Perpetuating factors

Regardless of how insomnia was triggered, cognitive and behavioral mechanisms are generally accepted to be the factors that perpetuate it. Cognitive mechanisms include misconceptions about normal sleep requirements and excessive worry about the ramifications of the daytime effects of inadequate sleep.

As a result, these patients often become obsessive about their sleep or try too hard to fall asleep. These dysfunctional beliefs often produce sleep disruptive behaviors such as trying to catch up on lost sleep with daytime naps or sleeping in late, which in turn reduces the patients’ natural homeostatic drive to sleep at their habitual bedtime. Learned sleep-preventing associations are characterized by over-concern about inability to fall asleep.

Consequently, these patients develop conditioned arousal to stimuli that would normally be associated with sleep (ie, heightened anxiety and ruminations about going to sleep in their bedroom). A cycle then develops in which the more the patients strive to sleep, the more agitated they become, and the less they are able to fall asleep. They also have ruminative thoughts or clock watching as they are trying to fall asleep in their bedroom.

Thus, conditioned environmental cues causing insomnia develop from the continued association of sleeplessness with situations and behaviors that are typically related to sleep.

Many clinicians assume that insomnia is often secondary to a psychiatric disorder, However, a large epidemiologic survey showed that half of insomnia diagnoses were not related to a primary psychiatric disorder.^[31] A diagnosis of insomnia does, however, increase the future risk for depression or anxiety. (See the frequency of causes of insomnia in the image below.)

The International Classification of Sleep Disorders, 2nd Edition (ICSD-2)^[32] classifies insomnia into 11 categories, as follows:

• Adjustment insomnia (acute insomnia)
• Psychophysiologic insomnia (primary insomnia)
• Paradoxical insomnia
• Insomnia due to medical condition
• Insomnia due to mental disorder
• Insomnia due to drug or substance abuse
• Insomnia not due to substance or known physiological condition, unspecified
• Inadequate sleep hygiene
• Idiopathic insomnia
• Behavioral insomnia of childhood
• Primary sleep disorders causing insomnia

Adjustment insomnia (acute insomnia)

Adjustment insomnia is also known as transient, short-term, or acute insomnia. Causes can be divided into 2 broad categories: environmental and stress-related. Environmental etiologies result from an unfamiliar or nonconducive sleep environment due to factors such as too much noise or light, extremes of temperature, or an uncomfortable bed or mattress. Stress-related etiologies primarily involve life events such as new job or school, deadlines or examinations, or deaths of relatives and close friends.

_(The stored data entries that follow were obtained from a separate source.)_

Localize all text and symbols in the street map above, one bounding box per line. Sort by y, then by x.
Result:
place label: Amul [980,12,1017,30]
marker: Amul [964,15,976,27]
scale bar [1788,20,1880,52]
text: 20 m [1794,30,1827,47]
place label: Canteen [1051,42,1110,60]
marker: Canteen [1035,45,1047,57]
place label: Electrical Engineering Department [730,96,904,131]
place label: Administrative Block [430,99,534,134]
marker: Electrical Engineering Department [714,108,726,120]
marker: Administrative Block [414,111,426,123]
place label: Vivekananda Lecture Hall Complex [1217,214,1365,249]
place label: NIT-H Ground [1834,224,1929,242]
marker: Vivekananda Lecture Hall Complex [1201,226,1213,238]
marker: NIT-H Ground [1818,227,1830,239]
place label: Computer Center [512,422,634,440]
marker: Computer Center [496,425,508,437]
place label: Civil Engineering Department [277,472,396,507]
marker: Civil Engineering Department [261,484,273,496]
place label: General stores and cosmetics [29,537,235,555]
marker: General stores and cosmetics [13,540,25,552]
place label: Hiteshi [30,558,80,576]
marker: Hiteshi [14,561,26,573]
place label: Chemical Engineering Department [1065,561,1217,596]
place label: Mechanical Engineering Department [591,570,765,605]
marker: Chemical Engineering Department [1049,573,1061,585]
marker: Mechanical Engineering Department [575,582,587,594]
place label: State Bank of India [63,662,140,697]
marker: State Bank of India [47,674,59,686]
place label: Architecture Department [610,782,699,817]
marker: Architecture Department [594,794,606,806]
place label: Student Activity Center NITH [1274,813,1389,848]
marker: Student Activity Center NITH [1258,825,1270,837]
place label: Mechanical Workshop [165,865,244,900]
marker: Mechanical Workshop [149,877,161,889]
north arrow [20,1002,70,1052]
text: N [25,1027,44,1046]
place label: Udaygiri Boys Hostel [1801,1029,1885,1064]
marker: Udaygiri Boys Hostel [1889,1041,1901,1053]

Adjustment insomnia typically lasts 3 months or less. The insomnia resolves when the stressor is no longer present or the individual adapts to the stressor .

Psychophysiologic insomnia (primary insomnia)

This type of insomnia begins with a prolonged period of stress in a person with previously adequate sleep. The patient responds to stress with somatized tension and agitation.

In a person experiencing normal sleep, as the initial stress abates, the bad sleep habits are gradually extinguished because they are not reinforced nightly. However, in a patient with a tendency toward occasional poor nights of sleep, the bad habits are reinforced, the patient "learns" to worry about his or her sleep, and chronic insomnia follows.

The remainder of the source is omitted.